Press Release 2.28.01

For immediate release
For more information, contact:     

Kathy Rowan 704.541.7529 or

Stephanie Ansaldo 704.347.3844



February 28, 2001 (Charlotte, NC) – More than 600 students and teachers from Charlotte area high schools are participating in a dialogue with human rights activist Kerry Kennedy Cuomo at 1 p.m. at Zebulon B. Vance High School .  Kennedy Cuomo, daughter of the late Senator Robert F. Kennedy, will talk about global human rights concerns and the impact young people can make with a broader understanding and awareness of these struggles.

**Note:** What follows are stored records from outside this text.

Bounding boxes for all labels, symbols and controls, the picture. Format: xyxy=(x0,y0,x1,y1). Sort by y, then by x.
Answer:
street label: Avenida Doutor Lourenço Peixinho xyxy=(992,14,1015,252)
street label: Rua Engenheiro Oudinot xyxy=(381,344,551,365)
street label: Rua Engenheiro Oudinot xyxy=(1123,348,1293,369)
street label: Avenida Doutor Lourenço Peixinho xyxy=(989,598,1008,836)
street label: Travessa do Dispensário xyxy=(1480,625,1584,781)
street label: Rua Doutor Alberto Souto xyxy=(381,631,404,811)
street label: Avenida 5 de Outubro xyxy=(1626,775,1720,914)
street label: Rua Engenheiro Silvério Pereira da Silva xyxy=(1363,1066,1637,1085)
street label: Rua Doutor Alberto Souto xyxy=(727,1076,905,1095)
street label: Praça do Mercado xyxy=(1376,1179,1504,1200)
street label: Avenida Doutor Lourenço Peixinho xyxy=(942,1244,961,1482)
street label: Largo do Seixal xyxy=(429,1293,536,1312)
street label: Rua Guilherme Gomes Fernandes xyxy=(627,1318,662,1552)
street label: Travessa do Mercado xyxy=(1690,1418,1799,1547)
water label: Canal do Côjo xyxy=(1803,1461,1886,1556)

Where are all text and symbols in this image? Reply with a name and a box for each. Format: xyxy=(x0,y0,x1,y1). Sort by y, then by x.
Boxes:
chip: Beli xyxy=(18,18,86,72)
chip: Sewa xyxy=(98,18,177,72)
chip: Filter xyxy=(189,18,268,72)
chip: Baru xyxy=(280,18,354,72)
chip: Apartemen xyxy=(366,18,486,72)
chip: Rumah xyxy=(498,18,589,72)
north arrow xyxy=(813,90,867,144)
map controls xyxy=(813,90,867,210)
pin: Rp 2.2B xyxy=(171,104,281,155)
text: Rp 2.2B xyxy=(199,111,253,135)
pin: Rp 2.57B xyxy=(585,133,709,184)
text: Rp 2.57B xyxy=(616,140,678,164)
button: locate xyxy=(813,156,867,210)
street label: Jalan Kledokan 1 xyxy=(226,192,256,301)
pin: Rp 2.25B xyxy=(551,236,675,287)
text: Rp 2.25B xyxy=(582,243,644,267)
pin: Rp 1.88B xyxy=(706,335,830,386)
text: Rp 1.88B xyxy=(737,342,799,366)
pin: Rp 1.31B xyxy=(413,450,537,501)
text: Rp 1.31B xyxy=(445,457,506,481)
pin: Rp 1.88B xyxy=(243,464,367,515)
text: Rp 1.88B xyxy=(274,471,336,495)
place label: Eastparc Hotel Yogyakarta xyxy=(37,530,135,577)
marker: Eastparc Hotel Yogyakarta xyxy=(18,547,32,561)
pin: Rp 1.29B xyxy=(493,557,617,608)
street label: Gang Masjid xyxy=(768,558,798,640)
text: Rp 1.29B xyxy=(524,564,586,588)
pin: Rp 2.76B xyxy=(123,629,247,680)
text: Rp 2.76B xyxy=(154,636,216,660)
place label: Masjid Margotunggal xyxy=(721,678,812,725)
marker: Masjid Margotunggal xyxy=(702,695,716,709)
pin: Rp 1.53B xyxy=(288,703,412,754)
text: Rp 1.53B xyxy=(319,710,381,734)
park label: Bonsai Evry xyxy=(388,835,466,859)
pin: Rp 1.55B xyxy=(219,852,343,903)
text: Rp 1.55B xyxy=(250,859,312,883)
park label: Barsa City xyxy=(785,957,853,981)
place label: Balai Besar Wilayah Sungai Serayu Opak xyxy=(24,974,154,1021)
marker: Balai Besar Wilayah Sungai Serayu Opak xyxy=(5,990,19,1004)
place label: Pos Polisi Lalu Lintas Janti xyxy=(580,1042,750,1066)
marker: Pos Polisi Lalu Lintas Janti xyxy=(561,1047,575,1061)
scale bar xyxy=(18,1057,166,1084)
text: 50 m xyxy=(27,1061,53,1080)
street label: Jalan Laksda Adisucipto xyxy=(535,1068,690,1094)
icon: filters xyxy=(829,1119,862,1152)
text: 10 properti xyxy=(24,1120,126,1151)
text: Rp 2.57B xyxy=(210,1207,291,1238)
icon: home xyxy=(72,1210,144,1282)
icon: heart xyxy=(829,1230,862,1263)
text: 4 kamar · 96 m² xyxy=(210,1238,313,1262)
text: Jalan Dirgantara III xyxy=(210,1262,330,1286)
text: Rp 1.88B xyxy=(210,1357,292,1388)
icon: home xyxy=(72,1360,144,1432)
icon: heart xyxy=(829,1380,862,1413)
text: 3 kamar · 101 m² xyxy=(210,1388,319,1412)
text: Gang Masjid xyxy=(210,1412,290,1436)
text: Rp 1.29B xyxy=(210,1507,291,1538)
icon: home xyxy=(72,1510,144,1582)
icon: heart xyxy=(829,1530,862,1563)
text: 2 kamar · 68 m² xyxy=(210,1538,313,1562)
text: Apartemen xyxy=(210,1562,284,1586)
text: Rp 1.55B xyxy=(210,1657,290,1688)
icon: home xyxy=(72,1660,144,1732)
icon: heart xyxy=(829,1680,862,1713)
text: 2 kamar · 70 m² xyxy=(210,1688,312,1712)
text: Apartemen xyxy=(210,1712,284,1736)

    Harry Wu, Chinese dissident and Echo International Advisory Board Member, will introduce Ms. Kennedy Cuomo at the Student Dialogue.  Moderated by Echo President Stephanie G. Ansaldo, the Dialogue will spotlight Kennedy Cuomo’s ongoing crusade for human rights, inspired by her father’s work and further fueled by her 1981 college internship at Amnesty International.  Since then, Kennedy Cuomo has led more than 40 human rights delegations to over 30 countries.  She is also the founder of the Robert F. Kennedy Center of Human Rights in Washington, DC and has recently published the book, Speak Truth to Power, which portrays 51 human rights defenders.

    Echo Board Chair Joan Zimmerman says she hopes the students who hear Kennedy Cuomo’s message will leave with a greater awareness of human rights abuses, and an understanding that we all have a moral obligation to speak out and take action for fellow human beings who suffer — whether in our own country or in a distant land.

    Kennedy Cuomo’s Charlotte visit is sponsored by The Echo Foundation, to promote student awareness of ongoing human rights concerns across the globe and to teach respect and tolerance for all humankind.  As part of this educational program — The Kerry Kennedy Cuomo Project — Echo Foundation volunteers students and local educators have organized programs for the Charlotte community including high school writing and art competitions, curriculum materials for educators, and a student/teacher Tolerance Day.

    “The writing competition is an example of The Echo Foundation’s commitment to engage students in meaningful learning opportunities that prompt them to explore their moral convictions, while expanding their knowledge of the human suffering that exists in our world,” says Echo Foundation President Stephanie Ansaldo.  Students were asked to respond with their opinion to the question, “Why should people who aren’t directly affected by human rights abuses take action to address them?”  Echo Trustee Greg Norwood will award the 1st ($250), 2nd ($125), and 3rd ($50) – place student winners at the dialogue.  He will also announce the winner of the art competition ($250 award) whose work will be featured on the cover of The Kerry Kennedy Cuomo Project Documentary.

    Student interns and local producers are collaborating on the development of the educational documentary about Kennedy Cuomo’s dialogue and Charlotte visit, which will be shared with schools nationwide at a later date.  Emmy Award winning producer Stuart Grasberg, senior producer/writer at public television station WTVI is directing this project. 

    The Echo Foundation was founded in 1997 by Stephanie Ansaldo to carry on the message that Nobel Peace laureate and holocaust survivor Elie Wiesel brought to Charlotte – a call to action for human dignity, justice and moral courage.